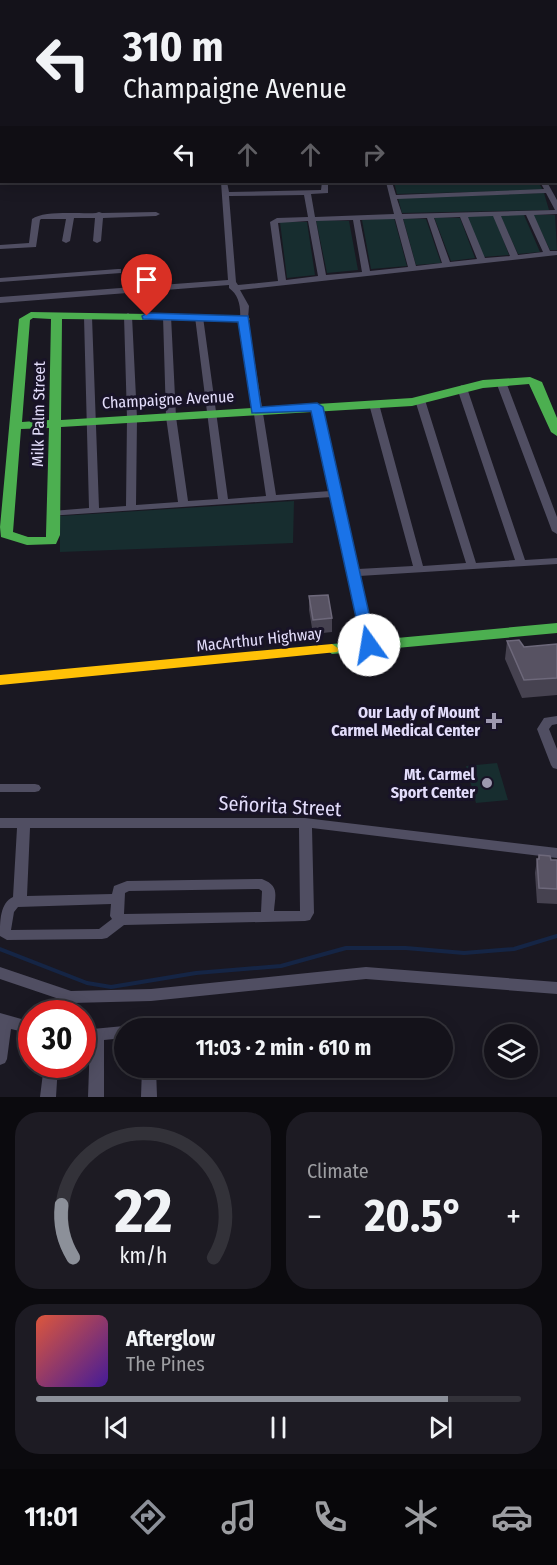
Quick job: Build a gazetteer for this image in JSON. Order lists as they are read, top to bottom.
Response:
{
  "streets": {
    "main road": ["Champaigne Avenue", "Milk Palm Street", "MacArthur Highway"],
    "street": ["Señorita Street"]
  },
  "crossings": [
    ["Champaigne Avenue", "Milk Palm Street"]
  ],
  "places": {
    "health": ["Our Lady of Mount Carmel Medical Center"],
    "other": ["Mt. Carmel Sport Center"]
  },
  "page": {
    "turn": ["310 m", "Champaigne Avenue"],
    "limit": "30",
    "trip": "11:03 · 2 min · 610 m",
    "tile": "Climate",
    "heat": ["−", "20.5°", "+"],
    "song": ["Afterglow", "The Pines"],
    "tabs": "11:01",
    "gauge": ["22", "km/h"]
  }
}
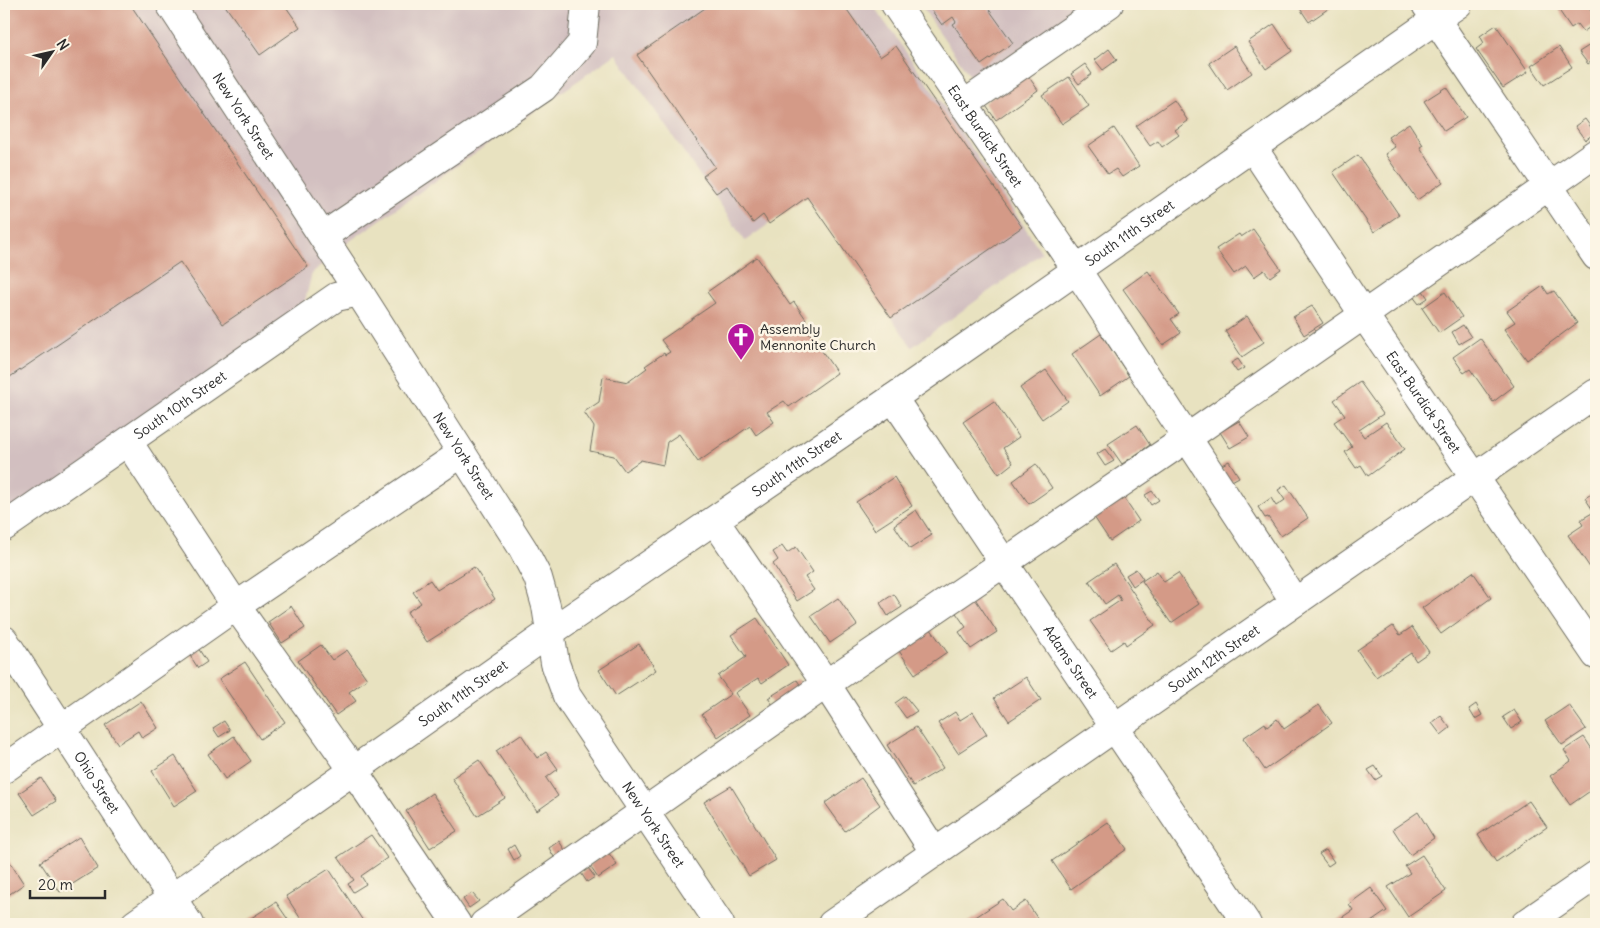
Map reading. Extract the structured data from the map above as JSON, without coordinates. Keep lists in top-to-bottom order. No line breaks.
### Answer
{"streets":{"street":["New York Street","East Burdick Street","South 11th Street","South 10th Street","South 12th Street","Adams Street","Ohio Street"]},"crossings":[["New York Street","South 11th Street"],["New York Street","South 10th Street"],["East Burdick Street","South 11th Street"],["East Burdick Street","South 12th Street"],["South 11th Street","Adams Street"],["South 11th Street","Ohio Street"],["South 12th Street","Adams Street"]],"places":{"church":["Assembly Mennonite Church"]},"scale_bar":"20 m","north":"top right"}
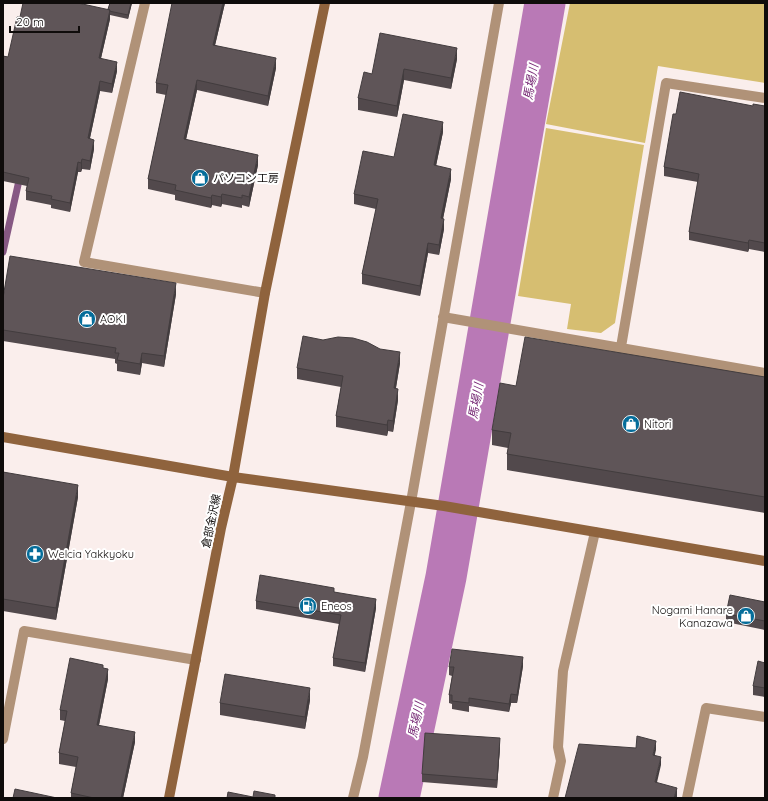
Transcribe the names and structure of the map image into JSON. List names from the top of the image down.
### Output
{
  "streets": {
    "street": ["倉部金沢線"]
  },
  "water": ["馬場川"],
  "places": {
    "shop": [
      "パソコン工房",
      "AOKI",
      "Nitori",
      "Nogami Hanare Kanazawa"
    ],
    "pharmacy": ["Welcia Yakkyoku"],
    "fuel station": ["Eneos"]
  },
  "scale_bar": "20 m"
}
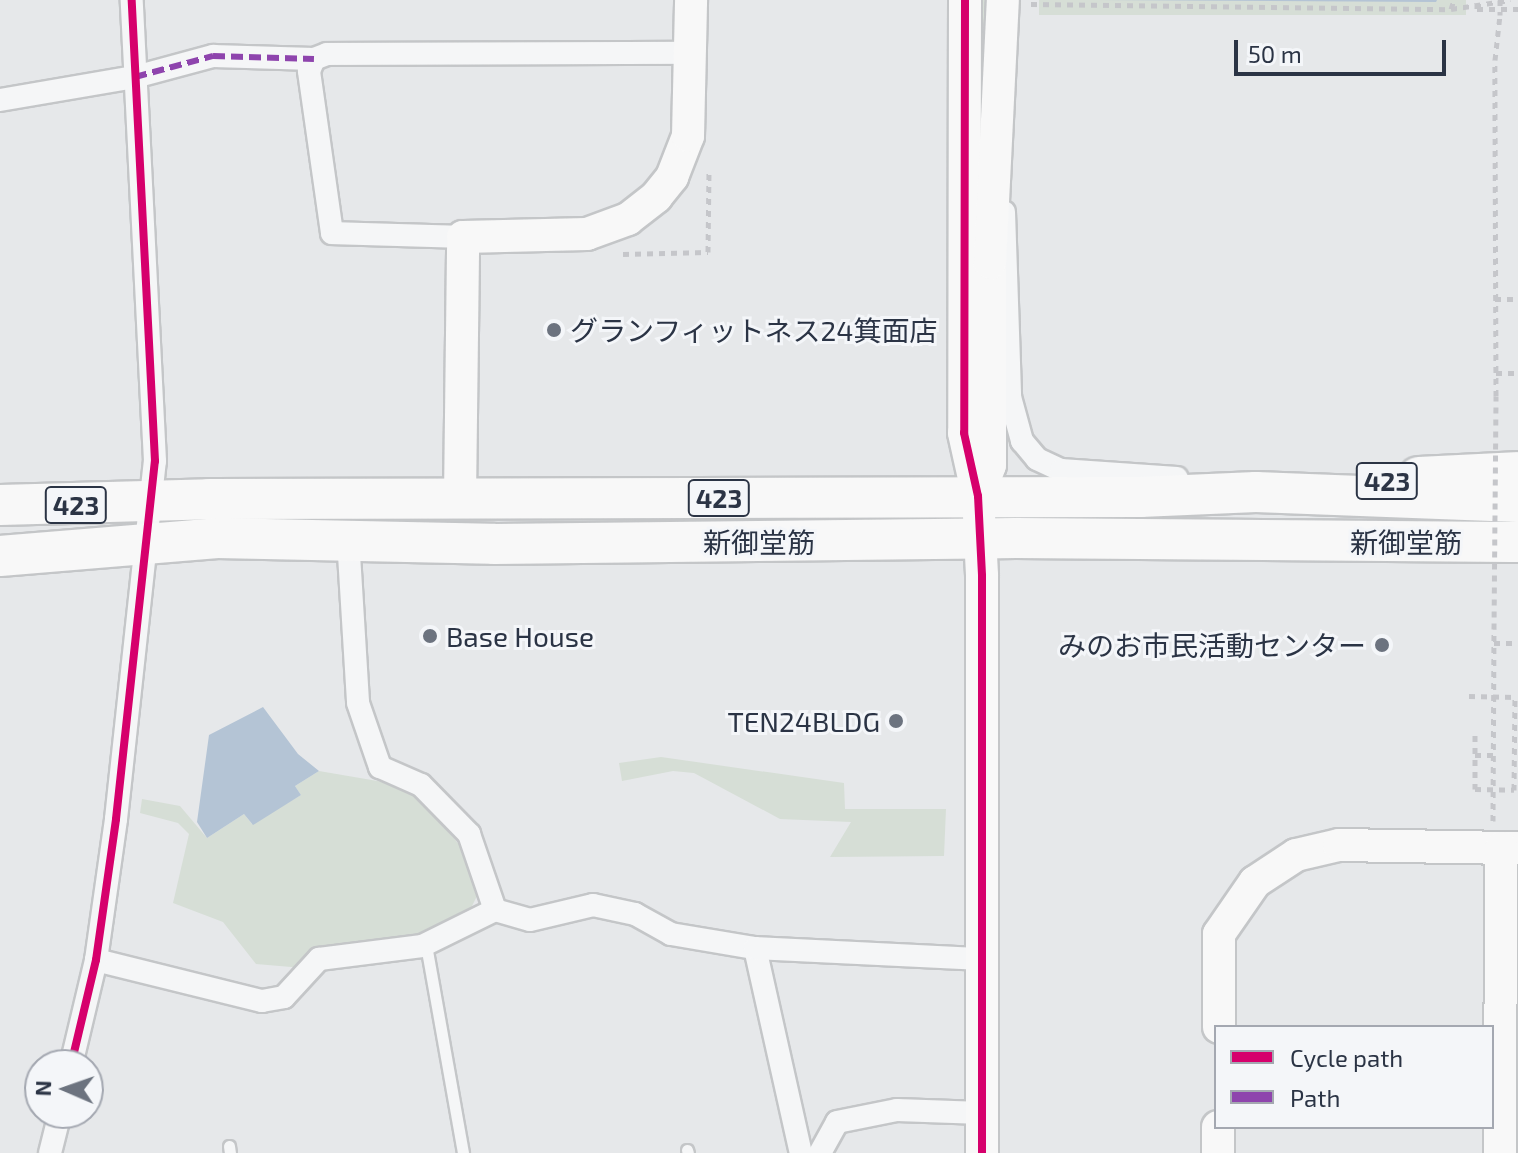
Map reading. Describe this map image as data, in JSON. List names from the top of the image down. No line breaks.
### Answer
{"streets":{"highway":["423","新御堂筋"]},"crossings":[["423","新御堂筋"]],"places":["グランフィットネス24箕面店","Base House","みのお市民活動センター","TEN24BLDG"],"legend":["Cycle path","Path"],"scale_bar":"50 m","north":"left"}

━━━━━━━━

## YOUR GOAL
It would help to have the listing above repeated exactly, with all images removed.

## RESPONSE BOX
Quick job: Build a gazetteer for this image in JSON. Order lists as they are read, top to bottom.
Response:
{
  "streets": {
    "main road": ["Champaigne Avenue", "Milk Palm Street", "MacArthur Highway"],
    "street": ["Señorita Street"]
  },
  "crossings": [
    ["Champaigne Avenue", "Milk Palm Street"]
  ],
  "places": {
    "health": ["Our Lady of Mount Carmel Medical Center"],
    "other": ["Mt. Carmel Sport Center"]
  },
  "page": {
    "turn": ["310 m", "Champaigne Avenue"],
    "limit": "30",
    "trip": "11:03 · 2 min · 610 m",
    "tile": "Climate",
    "heat": ["−", "20.5°", "+"],
    "song": ["Afterglow", "The Pines"],
    "tabs": "11:01",
    "gauge": ["22", "km/h"]
  }
}
Map reading. Extract the structured data from the map above as JSON, without coordinates. Keep lists in top-to-bottom order. No line breaks.
### Answer
{"streets":{"street":["New York Street","East Burdick Street","South 11th Street","South 10th Street","South 12th Street","Adams Street","Ohio Street"]},"crossings":[["New York Street","South 11th Street"],["New York Street","South 10th Street"],["East Burdick Street","South 11th Street"],["East Burdick Street","South 12th Street"],["South 11th Street","Adams Street"],["South 11th Street","Ohio Street"],["South 12th Street","Adams Street"]],"places":{"church":["Assembly Mennonite Church"]},"scale_bar":"20 m","north":"top right"}
Transcribe the names and structure of the map image into JSON. List names from the top of the image down.
### Output
{
  "streets": {
    "street": ["倉部金沢線"]
  },
  "water": ["馬場川"],
  "places": {
    "shop": [
      "パソコン工房",
      "AOKI",
      "Nitori",
      "Nogami Hanare Kanazawa"
    ],
    "pharmacy": ["Welcia Yakkyoku"],
    "fuel station": ["Eneos"]
  },
  "scale_bar": "20 m"
}
Map reading. Describe this map image as data, in JSON. List names from the top of the image down. No line breaks.
### Answer
{"streets":{"highway":["423","新御堂筋"]},"crossings":[["423","新御堂筋"]],"places":["グランフィットネス24箕面店","Base House","みのお市民活動センター","TEN24BLDG"],"legend":["Cycle path","Path"],"scale_bar":"50 m","north":"left"}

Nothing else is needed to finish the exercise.